GIVEN INFORMATION:
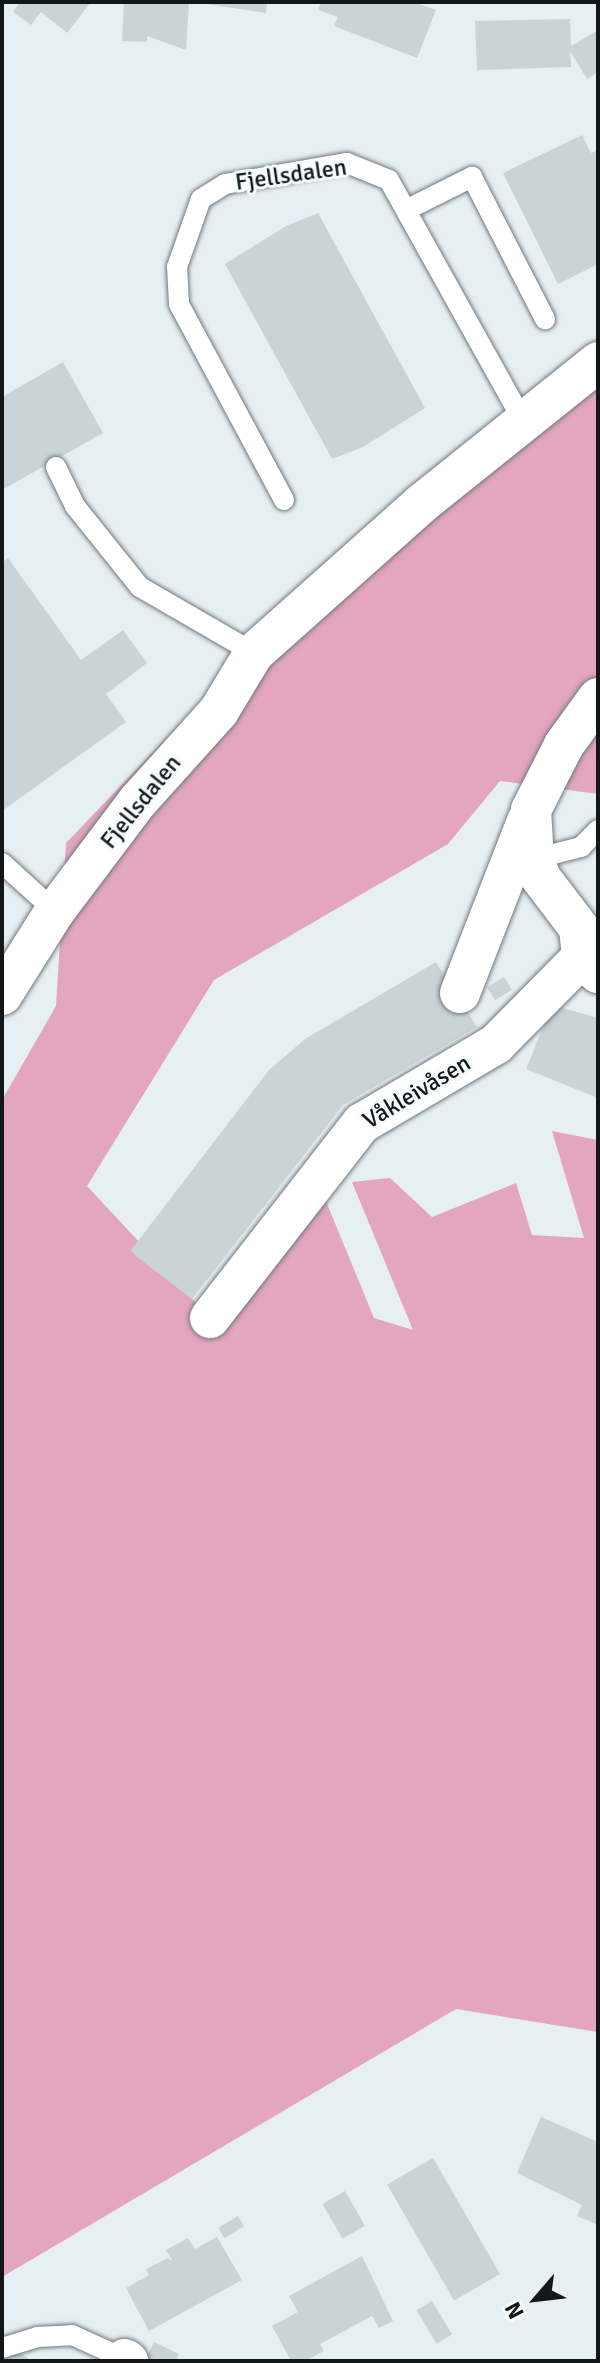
<!DOCTYPE html>
<meta charset="utf-8">
<style>
body{margin:0}
#map{position:relative;width:600px;height:2363px;overflow:hidden;background:#e6eff4;font-family:Signika,sans-serif}
div>[style]{position:absolute}
.green>*{inset:0;background:#e3a5bf}
.building>*{inset:0;background:#cad3d8;transform-origin:0 0}
.roads{filter:drop-shadow(0 0 2px #71797d) drop-shadow(0 0 2px #71797d)}
.lane>*{height:20px;margin:-10px;padding:0 10px;transform-origin:10px;border-radius:10px;background:#fff}
.street>*{height:40px;margin:-20px;padding:0 20px;transform-origin:20px;border-radius:20px;background:#fff}
span{translate:-50% -50%;white-space:nowrap;text-align:center;line-height:1.15;-webkit-text-stroke:6px #f6fcfe;paint-order:stroke}
.street-label{font-size:24px;color:#141718}
.frame{position:absolute;inset:0;border:4px solid #141718;pointer-events:none}
.north{position:absolute;left:496px;top:2259px;width:80px;height:80px;-webkit-text-stroke:6px #f6fcfe;paint-order:stroke;rotate:242deg;font-size:22px;font-weight:700;line-height:32px;text-align:center;color:#141718}
.north::after{content:'';display:block;margin:auto;width:28px;height:36px;background:#141718;clip-path:polygon(50% 0,100% 100%,50% 72%,0 100%)}
</style>
<div id="map">
<div class="green">
<i style="clip-path:polygon(598px 369px,598px 794px,500px 781px,448px 844px,214px 980px,87px 1186px,210px 1318px,316px 1177px,374px 1318px,413px 1330px,352px 1182px,390px 1178px,432px 1217px,516px 1183px,532px 1235px,584px 1238px,552px 1131px,598px 1140px,598px 2032px,456px 2009px,2px 2277px,2px 1100px,56px 1006px,66px 843px,375px 520px)"></i>
</div>
<div class="building">
<i style="clip-path:polygon(20px 2px,91px 2px,67px 33px,41px 12px,31px 25px,13px 12px)"></i>
<i style="clip-path:polygon(124px 2px,189px 2px,186px 50px,147px 36px,147px 42px,122px 41px)"></i>
<i style="clip-path:polygon(194px 2px,267px 2px,266px 13px)"></i>
<i style="clip-path:polygon(321px 2px,414px 2px,436px 10px,417px 58px,334px 26px,338px 17px,318px 10px)"></i>
<i style="clip-path:polygon(570px 19px,571px 46px,598px 30px,598px 72px,587px 79px,570px 51px,571px 67px,477px 70px,475px 21px)"></i>
<i style="clip-path:polygon(582px 135px,591px 153px,598px 150px,598px 264px,558px 284px,503px 173px)"></i>
<i style="clip-path:polygon(318px 213px,425px 408px,363px 447px,332px 459px,225px 264px,286px 226px)"></i>
<i style="clip-path:polygon(63px 362px,103px 433px,2px 490px,2px 397px)"></i>
<i style="clip-path:polygon(8px 558px,81px 660px,123px 630px,147px 663px,106px 694px,126px 722px,2px 811px,2px 563px)"></i>
<i style="clip-path:polygon(436px 962px,477px 1027px,343px 1105px,192px 1299px,137px 1257px,131px 1250px,269px 1070px,305px 1039px)"></i>
<i style="left:504px;top:977px;width:15px;height:20px;rotate:58deg"></i>
<i style="clip-path:polygon(552px 1005px,598px 1018px,598px 1098px,526px 1069px)"></i>
<i style="clip-path:polygon(541px 2117px,598px 2142px,598px 2225px,577px 2216px,582px 2205px,517px 2173px)"></i>
<i style="left:433px;top:2158px;width:134px;height:53px;rotate:60deg"></i>
<i style="left:345px;top:2191px;width:40px;height:26px;rotate:60deg"></i>
<i style="left:238px;top:2216px;width:12px;height:23px;rotate:59deg"></i>
<i style="clip-path:polygon(217px 2237px,242px 2280px,149px 2331px,126px 2288px,149px 2275px,146px 2269px,168px 2258px,173px 2262px,166px 2250px,188px 2238px,195px 2249px)"></i>
<i style="clip-path:polygon(362px 2256px,393px 2321px,379px 2328px,372px 2316px,320px 2344px,324px 2351px,305px 2361px,291px 2361px,272px 2326px,298px 2312px,289px 2296px)"></i>
<i style="left:432px;top:2301px;width:39px;height:18px;rotate:59deg"></i>
<i style="clip-path:polygon(154px 2342px,179px 2354px,176px 2361px,146px 2358px)"></i>
<i style="clip-path:polygon(17px 2350px,31px 2361px,2px 2361px,2px 2358px)"></i>
</div>
<div class="roads">
<div class="lane">
<i style="left:408px;top:209px;width:72px;rotate:-26.6deg"></i>
<i style="left:472px;top:177px;width:160px;rotate:62.8deg"></i>
<i style="left:56px;top:467px;width:43px;rotate:64deg"></i>
<i style="left:75px;top:506px;width:104px;rotate:51.3deg"></i>
<i style="left:140px;top:587px;width:132px;rotate:30.1deg"></i>
<i style="left:284px;top:500px;width:222px;rotate:-118.2deg"></i>
<i style="left:179px;top:304px;width:37px;rotate:-93deg"></i>
<i style="left:177px;top:267px;width:72px;rotate:-70.6deg"></i>
<i style="left:201px;top:199px;width:28px;rotate:-32deg"></i>
<i style="left:225px;top:184px;width:124px;rotate:-9.8deg"></i>
<i style="left:347px;top:163px;width:45px;rotate:22deg"></i>
<i style="left:389px;top:180px;width:276px;rotate:60.9deg"></i>
<i style="left:534px;top:859px;width:49px;rotate:-14.3deg"></i>
<i style="left:581px;top:847px;width:24px;rotate:-45deg"></i>
<i style="left:2px;top:863px;width:72px;rotate:42.2deg"></i>
<i style="left:2px;top:2348px;width:37px;rotate:-17deg"></i>
<i style="left:37px;top:2337px;width:35px;rotate:-3deg"></i>
<i style="left:72px;top:2335px;width:58px;rotate:24.4deg"></i>
</div>
<div class="street">
<i style="left:598px;top:698px;width:58px;rotate:125.9deg"></i>
<i style="left:564px;top:745px;width:73px;rotate:116.9deg"></i>
<i style="left:531px;top:810px;width:49px;rotate:86.5deg"></i>
<i style="left:534px;top:859px;width:20px;rotate:70deg"></i>
<i style="left:541px;top:878px;width:63px;rotate:52.8deg"></i>
<i style="left:579px;top:928px;width:29px;rotate:84deg"></i>
<i style="left:582px;top:957px;width:23px;rotate:45deg"></i>
<i style="left:460px;top:993px;width:185px;rotate:-68.7deg"></i>
<i style="left:2px;top:995px;width:99px;rotate:-57.8deg"></i>
<i style="left:55px;top:911px;width:138px;rotate:-53deg"></i>
<i style="left:138px;top:801px;width:121px;rotate:-48deg"></i>
<i style="left:219px;top:711px;width:68px;rotate:-58.9deg"></i>
<i style="left:254px;top:653px;width:224px;rotate:-41.7deg"></i>
<i style="left:421px;top:504px;width:227px;rotate:-38.7deg"></i>
<i style="left:210px;top:1318px;width:247px;rotate:-52.1deg"></i>
<i style="left:362px;top:1123px;width:156px;rotate:-30.5deg"></i>
<i style="left:496px;top:1044px;width:122px;rotate:-45.3deg"></i>
<i style="left:125px;top:2359px;width:4px;rotate:34deg"></i>
</div>
</div>
<div class="street-label">
<span style="left:291px;top:175px;rotate:-8deg">Fjellsdalen</span>
<span style="left:141px;top:802px;rotate:-51deg">Fjellsdalen</span>
<span style="left:417px;top:1092px;rotate:-31deg">Våkleivåsen</span>
</div>
<div class="frame"></div>
<div class="north">N</div>
</div>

BRIEF:
Read through the entries above, and wherever a line holds the string "stroke", copy it.

EXERCISE ANSWER:
span{translate:-50% -50%;white-space:nowrap;text-align:center;line-height:1.15;-webkit-text-stroke:6px #f6fcfe;paint-order:stroke}
.north{position:absolute;left:496px;top:2259px;width:80px;height:80px;-webkit-text-stroke:6px #f6fcfe;paint-order:stroke;rotate:242deg;font-size:22px;font-weight:700;line-height:32px;text-align:center;color:#141718}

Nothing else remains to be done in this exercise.